Listed entries START
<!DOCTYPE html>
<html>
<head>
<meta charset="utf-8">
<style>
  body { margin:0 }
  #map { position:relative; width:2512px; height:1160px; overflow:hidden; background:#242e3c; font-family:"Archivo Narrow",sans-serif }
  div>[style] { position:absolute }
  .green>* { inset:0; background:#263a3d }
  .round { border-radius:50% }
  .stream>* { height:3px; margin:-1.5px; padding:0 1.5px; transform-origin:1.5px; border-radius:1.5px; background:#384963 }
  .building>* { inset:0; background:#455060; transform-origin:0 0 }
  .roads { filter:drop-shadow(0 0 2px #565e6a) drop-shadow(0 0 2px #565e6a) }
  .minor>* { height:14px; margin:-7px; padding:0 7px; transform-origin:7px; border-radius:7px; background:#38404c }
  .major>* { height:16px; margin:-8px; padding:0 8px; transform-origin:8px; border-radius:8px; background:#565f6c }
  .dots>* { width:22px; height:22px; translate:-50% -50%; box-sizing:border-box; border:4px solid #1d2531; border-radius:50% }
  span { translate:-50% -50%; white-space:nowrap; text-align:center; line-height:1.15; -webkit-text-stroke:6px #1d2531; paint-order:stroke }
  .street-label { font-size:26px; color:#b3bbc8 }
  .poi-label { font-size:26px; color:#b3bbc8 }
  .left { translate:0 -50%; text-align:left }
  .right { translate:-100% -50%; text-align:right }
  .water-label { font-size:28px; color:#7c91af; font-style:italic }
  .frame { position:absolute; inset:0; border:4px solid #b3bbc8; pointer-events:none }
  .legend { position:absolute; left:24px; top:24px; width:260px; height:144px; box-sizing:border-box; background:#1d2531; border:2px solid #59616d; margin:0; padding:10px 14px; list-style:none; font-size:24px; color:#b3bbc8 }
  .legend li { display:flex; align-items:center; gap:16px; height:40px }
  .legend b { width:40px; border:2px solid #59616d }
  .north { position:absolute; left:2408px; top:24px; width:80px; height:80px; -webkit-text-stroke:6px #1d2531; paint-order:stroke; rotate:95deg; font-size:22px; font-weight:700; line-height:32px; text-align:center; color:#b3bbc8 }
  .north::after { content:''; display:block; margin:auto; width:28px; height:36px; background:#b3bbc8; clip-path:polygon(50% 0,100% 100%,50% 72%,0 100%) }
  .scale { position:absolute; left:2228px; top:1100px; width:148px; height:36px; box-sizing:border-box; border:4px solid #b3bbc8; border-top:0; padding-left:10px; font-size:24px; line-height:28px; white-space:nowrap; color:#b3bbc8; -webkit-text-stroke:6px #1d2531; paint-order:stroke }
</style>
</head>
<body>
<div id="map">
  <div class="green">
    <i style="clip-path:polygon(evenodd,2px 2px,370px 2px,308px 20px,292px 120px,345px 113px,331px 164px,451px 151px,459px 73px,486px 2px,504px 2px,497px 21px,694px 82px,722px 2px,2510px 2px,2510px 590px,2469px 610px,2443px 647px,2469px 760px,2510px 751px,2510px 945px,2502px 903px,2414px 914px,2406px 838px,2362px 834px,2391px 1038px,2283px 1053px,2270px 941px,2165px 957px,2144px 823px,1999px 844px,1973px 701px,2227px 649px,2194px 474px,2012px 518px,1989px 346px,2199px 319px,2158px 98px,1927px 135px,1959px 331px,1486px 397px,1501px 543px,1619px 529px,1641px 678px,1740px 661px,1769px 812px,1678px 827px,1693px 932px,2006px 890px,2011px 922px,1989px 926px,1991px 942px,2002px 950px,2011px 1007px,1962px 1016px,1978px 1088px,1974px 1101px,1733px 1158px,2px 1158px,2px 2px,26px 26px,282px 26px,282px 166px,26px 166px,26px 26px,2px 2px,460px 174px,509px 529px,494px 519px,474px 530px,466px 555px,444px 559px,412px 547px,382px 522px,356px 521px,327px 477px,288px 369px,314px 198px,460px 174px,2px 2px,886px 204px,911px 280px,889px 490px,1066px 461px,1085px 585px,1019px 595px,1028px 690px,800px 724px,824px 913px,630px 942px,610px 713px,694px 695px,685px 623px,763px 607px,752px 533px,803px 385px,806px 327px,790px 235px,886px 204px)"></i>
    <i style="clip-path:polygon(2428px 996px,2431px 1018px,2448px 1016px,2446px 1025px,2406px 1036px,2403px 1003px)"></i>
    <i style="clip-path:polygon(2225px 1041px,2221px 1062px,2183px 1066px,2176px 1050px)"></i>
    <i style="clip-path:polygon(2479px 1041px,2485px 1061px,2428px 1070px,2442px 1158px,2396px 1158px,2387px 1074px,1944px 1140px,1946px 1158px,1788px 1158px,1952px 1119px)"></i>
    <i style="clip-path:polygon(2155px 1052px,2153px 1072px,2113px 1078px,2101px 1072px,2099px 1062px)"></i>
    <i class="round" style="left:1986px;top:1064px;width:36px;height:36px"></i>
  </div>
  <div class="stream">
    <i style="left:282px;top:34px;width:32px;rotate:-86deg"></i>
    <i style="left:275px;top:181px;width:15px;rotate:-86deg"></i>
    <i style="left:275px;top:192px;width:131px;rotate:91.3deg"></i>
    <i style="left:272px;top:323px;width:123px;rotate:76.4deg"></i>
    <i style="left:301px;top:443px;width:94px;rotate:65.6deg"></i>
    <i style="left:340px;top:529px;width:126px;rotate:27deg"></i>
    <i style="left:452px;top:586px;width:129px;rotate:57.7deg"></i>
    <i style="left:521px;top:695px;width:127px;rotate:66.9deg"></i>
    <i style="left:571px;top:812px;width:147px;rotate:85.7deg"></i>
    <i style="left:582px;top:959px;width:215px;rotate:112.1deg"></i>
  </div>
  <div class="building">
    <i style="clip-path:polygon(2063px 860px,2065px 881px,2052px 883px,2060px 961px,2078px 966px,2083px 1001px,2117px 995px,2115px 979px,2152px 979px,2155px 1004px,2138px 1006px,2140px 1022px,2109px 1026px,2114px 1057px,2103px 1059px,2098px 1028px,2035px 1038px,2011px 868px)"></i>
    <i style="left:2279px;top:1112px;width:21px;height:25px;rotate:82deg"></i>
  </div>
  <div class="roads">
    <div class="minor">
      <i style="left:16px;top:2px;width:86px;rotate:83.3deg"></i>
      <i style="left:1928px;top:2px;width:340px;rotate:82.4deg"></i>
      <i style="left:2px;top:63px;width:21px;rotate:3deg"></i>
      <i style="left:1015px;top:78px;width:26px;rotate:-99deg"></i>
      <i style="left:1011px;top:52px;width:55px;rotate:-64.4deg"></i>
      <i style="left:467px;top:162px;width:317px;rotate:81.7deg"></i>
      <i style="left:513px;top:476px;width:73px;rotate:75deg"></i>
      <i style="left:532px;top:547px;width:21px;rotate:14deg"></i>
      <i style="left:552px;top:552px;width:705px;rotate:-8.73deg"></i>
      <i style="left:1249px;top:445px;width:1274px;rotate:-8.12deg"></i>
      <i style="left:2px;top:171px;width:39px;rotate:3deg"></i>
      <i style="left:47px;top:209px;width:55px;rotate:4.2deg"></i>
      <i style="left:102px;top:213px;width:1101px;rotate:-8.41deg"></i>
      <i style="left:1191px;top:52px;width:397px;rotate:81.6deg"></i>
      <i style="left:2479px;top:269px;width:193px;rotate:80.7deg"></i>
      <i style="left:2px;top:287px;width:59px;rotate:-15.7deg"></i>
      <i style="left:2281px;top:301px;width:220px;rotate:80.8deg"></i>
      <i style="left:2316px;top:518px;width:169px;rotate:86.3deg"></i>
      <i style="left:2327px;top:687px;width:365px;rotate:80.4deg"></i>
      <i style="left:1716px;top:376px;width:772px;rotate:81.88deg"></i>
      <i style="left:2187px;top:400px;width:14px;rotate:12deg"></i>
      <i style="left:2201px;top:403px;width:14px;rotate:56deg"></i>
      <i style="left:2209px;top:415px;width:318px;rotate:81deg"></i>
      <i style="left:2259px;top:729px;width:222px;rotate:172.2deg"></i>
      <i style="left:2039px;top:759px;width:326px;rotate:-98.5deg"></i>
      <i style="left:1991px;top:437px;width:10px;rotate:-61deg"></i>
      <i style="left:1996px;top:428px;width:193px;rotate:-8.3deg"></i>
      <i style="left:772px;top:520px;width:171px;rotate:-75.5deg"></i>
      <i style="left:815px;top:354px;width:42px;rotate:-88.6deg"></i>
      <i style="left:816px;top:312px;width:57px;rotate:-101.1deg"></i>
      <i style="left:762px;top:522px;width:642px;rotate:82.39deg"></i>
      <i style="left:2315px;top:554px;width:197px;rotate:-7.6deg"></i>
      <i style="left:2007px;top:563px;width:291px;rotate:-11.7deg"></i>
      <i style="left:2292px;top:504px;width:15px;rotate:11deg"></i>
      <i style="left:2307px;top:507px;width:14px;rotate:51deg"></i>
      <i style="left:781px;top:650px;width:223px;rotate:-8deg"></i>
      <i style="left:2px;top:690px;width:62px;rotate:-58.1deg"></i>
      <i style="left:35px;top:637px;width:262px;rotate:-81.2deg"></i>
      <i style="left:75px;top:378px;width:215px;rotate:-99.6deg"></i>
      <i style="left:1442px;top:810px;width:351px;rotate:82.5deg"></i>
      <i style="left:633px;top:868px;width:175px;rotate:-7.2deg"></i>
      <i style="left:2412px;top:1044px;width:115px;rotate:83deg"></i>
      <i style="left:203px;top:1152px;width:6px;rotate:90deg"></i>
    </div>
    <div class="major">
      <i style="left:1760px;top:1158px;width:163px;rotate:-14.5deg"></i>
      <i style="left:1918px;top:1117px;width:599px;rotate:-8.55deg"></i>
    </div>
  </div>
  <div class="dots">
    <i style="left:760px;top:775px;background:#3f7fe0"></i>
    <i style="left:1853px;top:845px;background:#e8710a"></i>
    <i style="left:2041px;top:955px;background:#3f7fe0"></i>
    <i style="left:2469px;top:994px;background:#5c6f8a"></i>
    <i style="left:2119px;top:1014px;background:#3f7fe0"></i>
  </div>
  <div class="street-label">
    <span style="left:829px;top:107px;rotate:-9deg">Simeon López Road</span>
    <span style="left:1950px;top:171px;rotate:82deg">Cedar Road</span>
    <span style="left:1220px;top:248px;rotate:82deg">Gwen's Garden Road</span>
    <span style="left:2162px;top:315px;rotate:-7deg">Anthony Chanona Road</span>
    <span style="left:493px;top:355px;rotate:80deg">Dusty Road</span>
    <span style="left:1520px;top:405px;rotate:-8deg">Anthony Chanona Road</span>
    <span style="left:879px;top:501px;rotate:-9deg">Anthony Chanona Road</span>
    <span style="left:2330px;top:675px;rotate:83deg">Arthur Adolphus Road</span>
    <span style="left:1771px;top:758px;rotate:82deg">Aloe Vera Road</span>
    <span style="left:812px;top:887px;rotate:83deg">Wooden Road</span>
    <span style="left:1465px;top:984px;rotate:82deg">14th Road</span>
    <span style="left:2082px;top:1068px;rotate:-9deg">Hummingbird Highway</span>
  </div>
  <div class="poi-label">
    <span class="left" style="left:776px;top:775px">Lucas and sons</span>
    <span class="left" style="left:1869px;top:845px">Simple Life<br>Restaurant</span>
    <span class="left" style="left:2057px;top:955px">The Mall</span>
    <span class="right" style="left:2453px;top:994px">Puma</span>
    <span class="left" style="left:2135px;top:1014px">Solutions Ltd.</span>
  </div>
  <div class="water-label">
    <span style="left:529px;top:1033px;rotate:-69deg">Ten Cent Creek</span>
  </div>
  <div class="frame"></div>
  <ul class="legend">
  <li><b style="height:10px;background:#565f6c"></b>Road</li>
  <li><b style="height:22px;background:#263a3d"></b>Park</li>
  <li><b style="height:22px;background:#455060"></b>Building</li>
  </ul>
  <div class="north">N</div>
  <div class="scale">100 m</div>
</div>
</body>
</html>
Listed entries END
— Exercise prompt —
Write out exactly the lines that fall from the line with "translate:-50% -50%; white-space:nowrap;" to the line with "display:flex; align-items:center; gap:16px;" in the records above, keeping both ends.

— The answer —
  span { translate:-50% -50%; white-space:nowrap; text-align:center; line-height:1.15; -webkit-text-stroke:6px #1d2531; paint-order:stroke }
  .street-label { font-size:26px; color:#b3bbc8 }
  .poi-label { font-size:26px; color:#b3bbc8 }
  .left { translate:0 -50%; text-align:left }
  .right { translate:-100% -50%; text-align:right }
  .water-label { font-size:28px; color:#7c91af; font-style:italic }
  .frame { position:absolute; inset:0; border:4px solid #b3bbc8; pointer-events:none }
  .legend { position:absolute; left:24px; top:24px; width:260px; height:144px; box-sizing:border-box; background:#1d2531; border:2px solid #59616d; margin:0; padding:10px 14px; list-style:none; font-size:24px; color:#b3bbc8 }
  .legend li { display:flex; align-items:center; gap:16px; height:40px }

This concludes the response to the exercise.